Search the records for the string "linejoin" and return each line that has it.

§ **EXCERPTED RECORDS**
"""
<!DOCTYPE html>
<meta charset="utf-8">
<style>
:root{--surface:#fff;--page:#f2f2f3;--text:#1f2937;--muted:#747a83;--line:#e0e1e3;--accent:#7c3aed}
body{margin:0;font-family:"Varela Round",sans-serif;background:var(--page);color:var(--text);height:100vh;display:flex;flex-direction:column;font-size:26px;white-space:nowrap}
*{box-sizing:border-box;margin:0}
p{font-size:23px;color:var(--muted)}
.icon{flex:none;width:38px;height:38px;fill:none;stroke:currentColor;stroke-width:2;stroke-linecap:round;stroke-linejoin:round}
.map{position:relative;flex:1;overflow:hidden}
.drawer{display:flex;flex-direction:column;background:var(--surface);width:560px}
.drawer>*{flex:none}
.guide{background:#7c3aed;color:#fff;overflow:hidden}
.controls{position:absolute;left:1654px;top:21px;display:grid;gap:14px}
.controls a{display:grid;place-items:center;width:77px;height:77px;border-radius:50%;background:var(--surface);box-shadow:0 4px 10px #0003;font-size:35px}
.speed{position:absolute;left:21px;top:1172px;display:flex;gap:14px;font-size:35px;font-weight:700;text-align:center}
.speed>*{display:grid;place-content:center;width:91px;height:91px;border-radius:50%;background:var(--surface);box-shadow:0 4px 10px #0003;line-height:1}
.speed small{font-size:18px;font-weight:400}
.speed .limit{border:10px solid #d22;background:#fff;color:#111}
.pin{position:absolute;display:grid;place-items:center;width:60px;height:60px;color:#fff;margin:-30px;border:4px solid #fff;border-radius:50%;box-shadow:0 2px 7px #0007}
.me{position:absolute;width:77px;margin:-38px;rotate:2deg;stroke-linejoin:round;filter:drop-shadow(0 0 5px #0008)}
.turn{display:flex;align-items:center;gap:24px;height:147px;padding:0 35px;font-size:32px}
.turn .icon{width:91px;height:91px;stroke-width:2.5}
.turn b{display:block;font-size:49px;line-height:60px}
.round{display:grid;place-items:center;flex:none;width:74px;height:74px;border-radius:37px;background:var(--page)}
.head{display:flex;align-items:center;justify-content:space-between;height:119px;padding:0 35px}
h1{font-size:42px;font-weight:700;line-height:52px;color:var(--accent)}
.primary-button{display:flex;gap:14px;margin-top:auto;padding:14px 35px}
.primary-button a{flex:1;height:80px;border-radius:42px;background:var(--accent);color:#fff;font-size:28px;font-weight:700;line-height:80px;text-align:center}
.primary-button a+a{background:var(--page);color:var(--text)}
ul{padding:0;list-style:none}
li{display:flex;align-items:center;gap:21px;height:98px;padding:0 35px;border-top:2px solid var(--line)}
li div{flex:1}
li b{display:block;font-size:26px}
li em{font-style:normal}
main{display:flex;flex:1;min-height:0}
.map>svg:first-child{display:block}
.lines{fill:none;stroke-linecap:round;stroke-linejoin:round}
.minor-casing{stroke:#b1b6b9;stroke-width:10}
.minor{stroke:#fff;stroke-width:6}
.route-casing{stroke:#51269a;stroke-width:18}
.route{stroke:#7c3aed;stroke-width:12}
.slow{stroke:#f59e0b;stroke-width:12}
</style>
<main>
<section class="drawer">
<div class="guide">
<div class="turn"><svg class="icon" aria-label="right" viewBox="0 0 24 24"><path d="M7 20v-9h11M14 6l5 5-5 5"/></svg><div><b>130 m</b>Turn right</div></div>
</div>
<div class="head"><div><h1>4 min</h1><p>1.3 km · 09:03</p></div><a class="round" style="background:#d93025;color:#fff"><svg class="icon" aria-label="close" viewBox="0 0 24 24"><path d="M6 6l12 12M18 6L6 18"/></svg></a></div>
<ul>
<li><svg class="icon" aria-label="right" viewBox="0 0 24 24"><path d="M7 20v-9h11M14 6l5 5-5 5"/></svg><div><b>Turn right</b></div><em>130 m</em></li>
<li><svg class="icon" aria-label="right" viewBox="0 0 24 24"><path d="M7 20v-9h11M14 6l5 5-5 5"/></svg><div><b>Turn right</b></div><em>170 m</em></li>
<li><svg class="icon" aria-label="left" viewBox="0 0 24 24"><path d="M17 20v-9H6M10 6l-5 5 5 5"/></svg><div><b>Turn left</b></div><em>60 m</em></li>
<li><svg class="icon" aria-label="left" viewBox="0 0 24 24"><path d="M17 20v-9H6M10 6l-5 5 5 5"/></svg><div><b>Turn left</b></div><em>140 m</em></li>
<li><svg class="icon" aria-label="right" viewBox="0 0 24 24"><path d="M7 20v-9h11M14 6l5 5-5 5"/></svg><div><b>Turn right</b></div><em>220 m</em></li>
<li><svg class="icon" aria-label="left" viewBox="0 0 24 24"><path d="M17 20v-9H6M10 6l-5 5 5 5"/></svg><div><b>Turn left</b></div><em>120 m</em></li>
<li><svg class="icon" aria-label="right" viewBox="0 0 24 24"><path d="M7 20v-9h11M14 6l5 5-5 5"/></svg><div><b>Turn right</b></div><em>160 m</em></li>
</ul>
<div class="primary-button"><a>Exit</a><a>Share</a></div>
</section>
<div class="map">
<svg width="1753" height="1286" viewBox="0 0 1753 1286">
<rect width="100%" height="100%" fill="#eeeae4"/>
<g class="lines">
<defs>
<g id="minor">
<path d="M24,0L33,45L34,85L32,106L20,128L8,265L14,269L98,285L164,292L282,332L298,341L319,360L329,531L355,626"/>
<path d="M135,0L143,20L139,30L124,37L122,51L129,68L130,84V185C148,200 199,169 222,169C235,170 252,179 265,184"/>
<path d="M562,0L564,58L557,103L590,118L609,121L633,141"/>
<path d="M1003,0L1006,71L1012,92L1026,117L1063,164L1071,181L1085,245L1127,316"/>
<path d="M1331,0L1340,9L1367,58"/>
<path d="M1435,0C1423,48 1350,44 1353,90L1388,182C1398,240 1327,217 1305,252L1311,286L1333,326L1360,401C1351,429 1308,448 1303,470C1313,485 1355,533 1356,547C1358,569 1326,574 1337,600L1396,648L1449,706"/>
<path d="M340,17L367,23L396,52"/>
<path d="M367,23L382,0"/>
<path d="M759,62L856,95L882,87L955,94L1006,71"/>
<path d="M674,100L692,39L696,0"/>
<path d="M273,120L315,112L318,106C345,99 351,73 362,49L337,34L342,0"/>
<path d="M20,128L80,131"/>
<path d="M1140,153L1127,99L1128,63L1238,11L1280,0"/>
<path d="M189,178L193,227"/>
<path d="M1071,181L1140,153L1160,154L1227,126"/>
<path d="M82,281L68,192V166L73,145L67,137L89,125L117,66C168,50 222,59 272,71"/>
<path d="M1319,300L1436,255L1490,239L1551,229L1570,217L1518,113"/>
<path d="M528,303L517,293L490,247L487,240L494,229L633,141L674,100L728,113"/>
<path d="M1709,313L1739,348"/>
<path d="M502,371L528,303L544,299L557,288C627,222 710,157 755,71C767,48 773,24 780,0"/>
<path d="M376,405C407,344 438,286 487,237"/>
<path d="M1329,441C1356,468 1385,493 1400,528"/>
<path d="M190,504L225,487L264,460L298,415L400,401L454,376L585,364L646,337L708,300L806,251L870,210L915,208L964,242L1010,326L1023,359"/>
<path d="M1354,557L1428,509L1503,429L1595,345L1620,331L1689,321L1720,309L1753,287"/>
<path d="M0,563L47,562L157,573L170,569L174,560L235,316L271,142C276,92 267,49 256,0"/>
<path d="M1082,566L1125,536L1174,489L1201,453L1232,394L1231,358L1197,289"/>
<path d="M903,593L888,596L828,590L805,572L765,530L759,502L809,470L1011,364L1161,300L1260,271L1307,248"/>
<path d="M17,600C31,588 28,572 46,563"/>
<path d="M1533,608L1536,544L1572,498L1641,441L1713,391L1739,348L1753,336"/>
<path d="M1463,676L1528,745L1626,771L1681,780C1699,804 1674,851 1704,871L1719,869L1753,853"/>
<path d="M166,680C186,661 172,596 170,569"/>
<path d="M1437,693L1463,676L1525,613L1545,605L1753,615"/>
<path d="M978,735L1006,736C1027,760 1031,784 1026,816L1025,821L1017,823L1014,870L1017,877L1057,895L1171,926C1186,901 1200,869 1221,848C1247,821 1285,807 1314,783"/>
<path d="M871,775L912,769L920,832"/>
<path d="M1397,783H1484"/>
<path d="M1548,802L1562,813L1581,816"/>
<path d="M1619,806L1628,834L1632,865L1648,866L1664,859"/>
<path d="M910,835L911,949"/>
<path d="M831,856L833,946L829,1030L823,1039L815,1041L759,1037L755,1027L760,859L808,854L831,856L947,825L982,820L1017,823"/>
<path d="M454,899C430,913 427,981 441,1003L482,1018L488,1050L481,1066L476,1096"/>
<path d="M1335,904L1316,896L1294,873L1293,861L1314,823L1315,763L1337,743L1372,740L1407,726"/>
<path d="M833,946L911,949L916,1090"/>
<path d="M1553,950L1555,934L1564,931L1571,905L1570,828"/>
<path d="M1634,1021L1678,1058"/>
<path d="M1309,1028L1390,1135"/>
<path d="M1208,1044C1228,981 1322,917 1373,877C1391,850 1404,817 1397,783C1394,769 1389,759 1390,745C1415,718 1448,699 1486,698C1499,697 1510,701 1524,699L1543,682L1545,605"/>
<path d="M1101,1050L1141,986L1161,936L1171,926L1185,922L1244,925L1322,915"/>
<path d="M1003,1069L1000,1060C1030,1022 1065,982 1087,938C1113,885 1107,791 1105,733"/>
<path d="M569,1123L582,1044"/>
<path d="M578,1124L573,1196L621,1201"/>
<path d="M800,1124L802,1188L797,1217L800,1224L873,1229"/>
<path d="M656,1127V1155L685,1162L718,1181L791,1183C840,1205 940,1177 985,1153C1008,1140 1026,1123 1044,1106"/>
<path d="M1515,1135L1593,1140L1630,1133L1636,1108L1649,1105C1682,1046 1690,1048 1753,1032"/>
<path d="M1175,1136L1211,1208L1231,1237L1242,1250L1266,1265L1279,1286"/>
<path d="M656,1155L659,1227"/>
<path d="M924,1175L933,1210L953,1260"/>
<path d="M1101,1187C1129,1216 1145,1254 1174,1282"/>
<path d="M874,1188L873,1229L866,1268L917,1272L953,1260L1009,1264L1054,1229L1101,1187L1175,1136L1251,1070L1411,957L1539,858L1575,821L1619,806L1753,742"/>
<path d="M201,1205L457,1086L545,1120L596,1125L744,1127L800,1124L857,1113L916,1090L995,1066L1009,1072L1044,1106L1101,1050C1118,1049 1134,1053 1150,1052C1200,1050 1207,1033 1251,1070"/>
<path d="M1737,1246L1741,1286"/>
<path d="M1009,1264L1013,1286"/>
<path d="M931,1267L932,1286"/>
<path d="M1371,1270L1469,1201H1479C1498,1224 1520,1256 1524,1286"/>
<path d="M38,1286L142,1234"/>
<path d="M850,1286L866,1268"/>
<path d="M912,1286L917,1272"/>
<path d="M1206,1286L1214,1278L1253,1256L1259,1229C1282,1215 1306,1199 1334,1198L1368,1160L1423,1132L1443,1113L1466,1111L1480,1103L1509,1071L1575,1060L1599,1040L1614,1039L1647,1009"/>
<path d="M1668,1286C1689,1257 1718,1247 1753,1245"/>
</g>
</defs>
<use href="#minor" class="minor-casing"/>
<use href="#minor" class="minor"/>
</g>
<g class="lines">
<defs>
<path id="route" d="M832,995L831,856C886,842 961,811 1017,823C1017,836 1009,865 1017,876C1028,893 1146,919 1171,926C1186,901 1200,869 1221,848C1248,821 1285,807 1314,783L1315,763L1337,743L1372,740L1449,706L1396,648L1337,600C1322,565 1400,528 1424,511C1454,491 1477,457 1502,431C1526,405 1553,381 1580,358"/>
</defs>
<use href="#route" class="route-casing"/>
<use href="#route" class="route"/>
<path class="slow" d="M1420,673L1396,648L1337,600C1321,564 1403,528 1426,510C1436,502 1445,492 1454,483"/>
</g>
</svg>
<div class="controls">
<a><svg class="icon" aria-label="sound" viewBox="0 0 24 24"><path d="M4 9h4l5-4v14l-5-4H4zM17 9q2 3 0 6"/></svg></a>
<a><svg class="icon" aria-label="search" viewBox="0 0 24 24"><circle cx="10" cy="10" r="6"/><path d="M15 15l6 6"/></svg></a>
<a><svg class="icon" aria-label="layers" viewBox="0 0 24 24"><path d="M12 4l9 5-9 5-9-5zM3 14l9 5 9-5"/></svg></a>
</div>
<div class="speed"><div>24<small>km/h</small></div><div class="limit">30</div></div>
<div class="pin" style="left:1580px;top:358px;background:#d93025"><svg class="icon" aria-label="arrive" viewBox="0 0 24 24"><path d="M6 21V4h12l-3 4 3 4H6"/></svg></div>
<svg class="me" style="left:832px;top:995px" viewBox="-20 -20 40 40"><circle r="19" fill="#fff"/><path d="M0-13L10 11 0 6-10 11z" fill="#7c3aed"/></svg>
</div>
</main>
"""
§ **THE COMPLETED TASK**
.icon{flex:none;width:38px;height:38px;fill:none;stroke:currentColor;stroke-width:2;stroke-linecap:round;stroke-linejoin:round}
.me{position:absolute;width:77px;margin:-38px;rotate:2deg;stroke-linejoin:round;filter:drop-shadow(0 0 5px #0008)}
.lines{fill:none;stroke-linecap:round;stroke-linejoin:round}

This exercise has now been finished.